Et maintenant la Chine. Après la France et le Royaume-Uni il y a quelques semaines, le premier marché automobile mondial a annoncé travailler à un calendrier « pour une interdiction » de la production et de la vente de voitures essence et diesel au profit de la voiture électrique.

Le ministère chinois de l’Industrie et des Technologies de l’information (MIIT) a « entamé des recherches » sur le sujet et « va établir un calendrier en lien avec les administrations concernées », a assuré durant le week-end des 9 et 10 septembre le vice-ministre de l’Industrie Xin Guobin.

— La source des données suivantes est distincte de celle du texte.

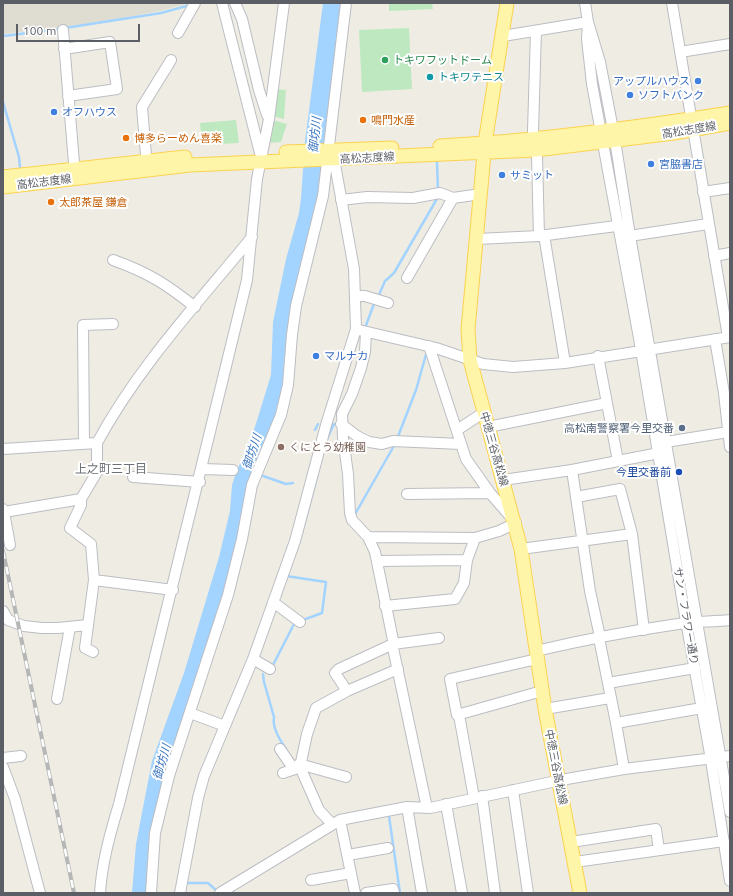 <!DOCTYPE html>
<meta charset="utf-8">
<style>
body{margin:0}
#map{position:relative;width:733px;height:896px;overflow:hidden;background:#efede3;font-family:Ubuntu,sans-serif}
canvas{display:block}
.frame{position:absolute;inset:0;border:4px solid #5b5f65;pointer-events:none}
.scale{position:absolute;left:16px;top:24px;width:124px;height:18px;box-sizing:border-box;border:2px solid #5b5f65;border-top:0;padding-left:5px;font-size:12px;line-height:14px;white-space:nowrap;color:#5b5f65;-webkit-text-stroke:3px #fff;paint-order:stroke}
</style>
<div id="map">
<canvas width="733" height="896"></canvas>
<div class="frame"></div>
<div class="scale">100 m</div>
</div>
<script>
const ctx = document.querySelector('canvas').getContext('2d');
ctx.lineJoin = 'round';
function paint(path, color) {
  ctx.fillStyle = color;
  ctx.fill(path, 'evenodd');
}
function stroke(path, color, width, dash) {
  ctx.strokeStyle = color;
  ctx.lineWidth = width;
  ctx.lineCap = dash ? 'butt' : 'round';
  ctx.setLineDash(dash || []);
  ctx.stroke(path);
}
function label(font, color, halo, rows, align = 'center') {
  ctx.font = font + ' Ubuntu,"Noto Sans JP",sans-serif';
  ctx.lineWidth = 4;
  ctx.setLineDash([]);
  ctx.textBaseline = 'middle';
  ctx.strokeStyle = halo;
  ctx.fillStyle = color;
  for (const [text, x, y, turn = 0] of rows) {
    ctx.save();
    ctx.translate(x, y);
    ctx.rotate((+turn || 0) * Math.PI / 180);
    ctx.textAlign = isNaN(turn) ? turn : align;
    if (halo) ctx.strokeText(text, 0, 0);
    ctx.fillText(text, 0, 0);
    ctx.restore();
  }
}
paint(new Path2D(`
 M3,3H190L160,11L93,23L3,34Z`), '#dfdcd2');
paint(new Path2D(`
 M389,3H432L433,9L389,11Z
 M409,28L412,89L362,92L359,30Z
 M275,89L286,90L284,119L272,116Z
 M236,120L239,143L202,145L200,123Z
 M273,120L287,124L281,142L268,143Z`), '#bee9c0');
paint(new Path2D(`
 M323,3H342L318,201L292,304L286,340L282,389L236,558L177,741L149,893H132L136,844L152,761L184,673L219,557L230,511L232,485L236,473L254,430L271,375L273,322L286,259L299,213L301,198L305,141Z`), '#a3d3ff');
stroke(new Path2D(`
 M65,28L161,13L190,5
 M3,36L60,29
 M3,102L19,157L20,168
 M437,162L438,191
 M378,297L385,281L394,273L438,197
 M365,328L375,301
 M315,430L318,424
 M327,439L334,424L332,425
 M397,439L416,390L427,351
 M263,476L286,484L293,483
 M354,516L395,444
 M300,540L318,473
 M286,576L326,582L322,613L303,620
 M272,667L294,624
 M263,674L264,682L274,717C272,728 280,740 286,749
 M389,816L400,893
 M185,883H208L218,892`), '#a3d3ff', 2.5);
const minor = new Path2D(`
 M222,3L260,153
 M235,3L242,19L259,90L267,115
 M585,3L588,22L600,62L615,140L630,236L730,812
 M672,3L728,337
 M588,22L587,39L592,84L639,338L684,610L709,748L730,881
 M63,30L75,175
 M536,31L533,131L537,156L539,236
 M178,33L195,3
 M503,36L588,22
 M64,49L110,42L117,89L68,96
 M680,52L730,44
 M147,167L142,107L171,60
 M703,192L730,188
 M341,200L367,197L413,198L440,193L453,198L481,194
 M544,235L565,363
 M623,237L708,224
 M477,239L539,236L624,225
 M714,256L730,253
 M113,260C149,273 166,284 195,307
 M407,278L453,198
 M355,296H365L388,303
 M359,330L436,348L483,364L513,367L565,363L730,337
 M366,332L365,352L361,368L352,394L342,414L343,438L348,474L350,513L352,520L368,537L375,552L393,640V648L427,808
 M715,339L724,393L730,447
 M598,356L618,461
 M341,424L357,436L369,442L382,444L393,441L461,444
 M488,427L607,403
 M457,430L483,413
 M666,442L728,432
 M84,443L83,325L113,324
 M97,443V472L81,499V505L70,528L91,544L94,580L173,590
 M3,449L97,443C138,367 198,303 252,237
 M203,469L233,470
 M572,470L590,591L600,637
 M133,477L200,482
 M503,480L572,470L659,453
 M407,494L490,493
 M576,497L620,489L632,534L644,630
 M3,509L4,512L81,499
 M4,512L10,545
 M368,537L475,538L499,531L516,523L490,493L466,459L429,346
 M521,549L632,534
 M378,561L467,560
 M273,602L300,622
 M385,606L455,599L464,583L467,560L475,538
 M3,611L8,620L24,626L42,628H58L88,625
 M599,638L616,723L624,769
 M536,651C582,640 630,631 678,624C695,621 713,622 730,620
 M93,652L85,648L94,580
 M253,659L270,669
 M537,659L450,679L457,715L542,691
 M608,683L695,668
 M347,691L335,673L339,669L393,644L439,638
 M57,699L70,627
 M545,709L610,698
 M190,713L225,726
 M459,715L474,798
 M616,723L702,708
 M280,749L293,768
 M3,758L21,756
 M299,764L346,777
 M3,767L15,799L40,893
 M283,773L298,768
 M513,790L528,893
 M482,796L495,893
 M446,804L462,893
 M407,807L422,893
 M340,820L355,893
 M332,824L319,810L300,767L307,734L316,708L347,691L398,669
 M571,842L656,829L659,850
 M348,855L388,848
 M575,862L724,841
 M311,880L351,873
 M100,893C102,862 110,834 119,804L247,280L257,179L269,119L284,3
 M151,893L155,833L169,776L228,595L242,539L252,485L281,415L288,385L292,335L296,306L323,196L346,3
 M180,893L198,798L204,776L253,659L295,541L326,425L356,329L354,269L334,159
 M220,893L340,820L407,807L430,808L561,780L624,769L730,756
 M366,893L393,889L394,893`);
const major = new Path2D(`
 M507,3L485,143L468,329L470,360L521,549L545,709L580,893
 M440,146C538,141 634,128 730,113
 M286,152L392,148
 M3,177L185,157
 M3,187L190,165L536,150L674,133L730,123`);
stroke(minor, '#bbbdc3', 12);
stroke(major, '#fbd250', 15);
stroke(minor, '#fff', 10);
stroke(major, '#fff5a8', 13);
const rail = new Path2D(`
 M3,551L74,893`);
stroke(rail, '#b5b6b6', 4);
stroke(rail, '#fff', 2.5, [8]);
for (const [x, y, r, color] of [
 [385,60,4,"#2e9e5b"],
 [430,77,4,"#0f9aa8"],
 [698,81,4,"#3f7fe0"],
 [630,95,4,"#3f7fe0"],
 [54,112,4,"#3f7fe0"],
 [363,120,4,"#e8710a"],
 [126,138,4,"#e8710a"],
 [651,164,4,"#3f7fe0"],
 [502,175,4,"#3f7fe0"],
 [51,202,4,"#e8710a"],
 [316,356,4,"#3f7fe0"],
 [682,428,4,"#5c6f8a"],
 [281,447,4,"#8d6e63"],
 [679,472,4,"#1a4fb4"]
]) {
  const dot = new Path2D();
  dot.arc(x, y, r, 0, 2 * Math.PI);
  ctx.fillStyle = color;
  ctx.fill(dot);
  stroke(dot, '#fff', 1.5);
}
label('11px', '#27864d', '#fff', [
 ["トキワフットドーム",393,60]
], 'left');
label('11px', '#0d838f', '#fff', [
 ["トキワテニス",438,77]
], 'left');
label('11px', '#366cbe', '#fff', [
 ["アップルハウス",690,81,"right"],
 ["ソフトバンク",638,95],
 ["オフハウス",62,112],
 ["宮脇書店",659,164],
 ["サミット",510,175],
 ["マルナカ",324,356]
], 'left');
label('11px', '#c56008', '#fff', [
 ["鳴門水産",371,120],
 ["博多らーめん喜楽",134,138],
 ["太郎茶屋 鎌倉",59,202]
], 'left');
label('11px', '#5b5f65', '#fff', [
 ["高松志度線",689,130,-9],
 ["高松志度線",367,158,-3],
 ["高松志度線",44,182,-7],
 ["中徳三谷高松線",494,449,74],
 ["サン・フラワー通り",686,616,80],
 ["中徳三谷高松線",556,767,79]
]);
label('11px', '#4e5e75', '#fff', [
 ["高松南警察署今里交番",674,428]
], 'right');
label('11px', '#785e54', '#fff', [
 ["くにとう幼稚園",289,447]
], 'left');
label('11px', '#164399', '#fff', [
 ["今里交番前",671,472]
], 'right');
label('italic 12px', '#3b77c2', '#fff', [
 ["御坊川",315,135,-84],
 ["御坊川",252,452,-71],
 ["御坊川",162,762,-74]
]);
label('12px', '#6c7177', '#fff', [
 ["上之町三丁目",111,469]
]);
</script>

« De telles mesures vont conduire à de profonds changements dans l’environnement de l’industrie automobile en Chine », a insisté M. Xin devant un forum automobile à Tianjin (est), selon des extraits de son discours rapportés par les médias d’Etat. « Les entreprises devront, conformément aux exigences, améliorer le niveau d’économies d’énergie des voitures traditionnelles et développer vigoureusement les véhicules à énergies propres », a martelé le vice-ministre.

Quel que soit le calendrier envisagé par les autorités chinoises, le défi à relever s’annonce herculéen. Plus de 28 millions de véhicules, dont 24 millions de voitures individuelles, ont été vendus l’an dernier en Chine, en hausse de 14 %. Sur ce total, les voitures propres représentent encore une goutte d’eau (1,7 %), mais le créneau est attractif. Les ventes de véhicules « à énergie nouvelle » ont ainsi bondi de 53 % en Chine en 2016, à 507.000 unités, grâce à des primes gouvernementales et à des facilités d’immatriculation.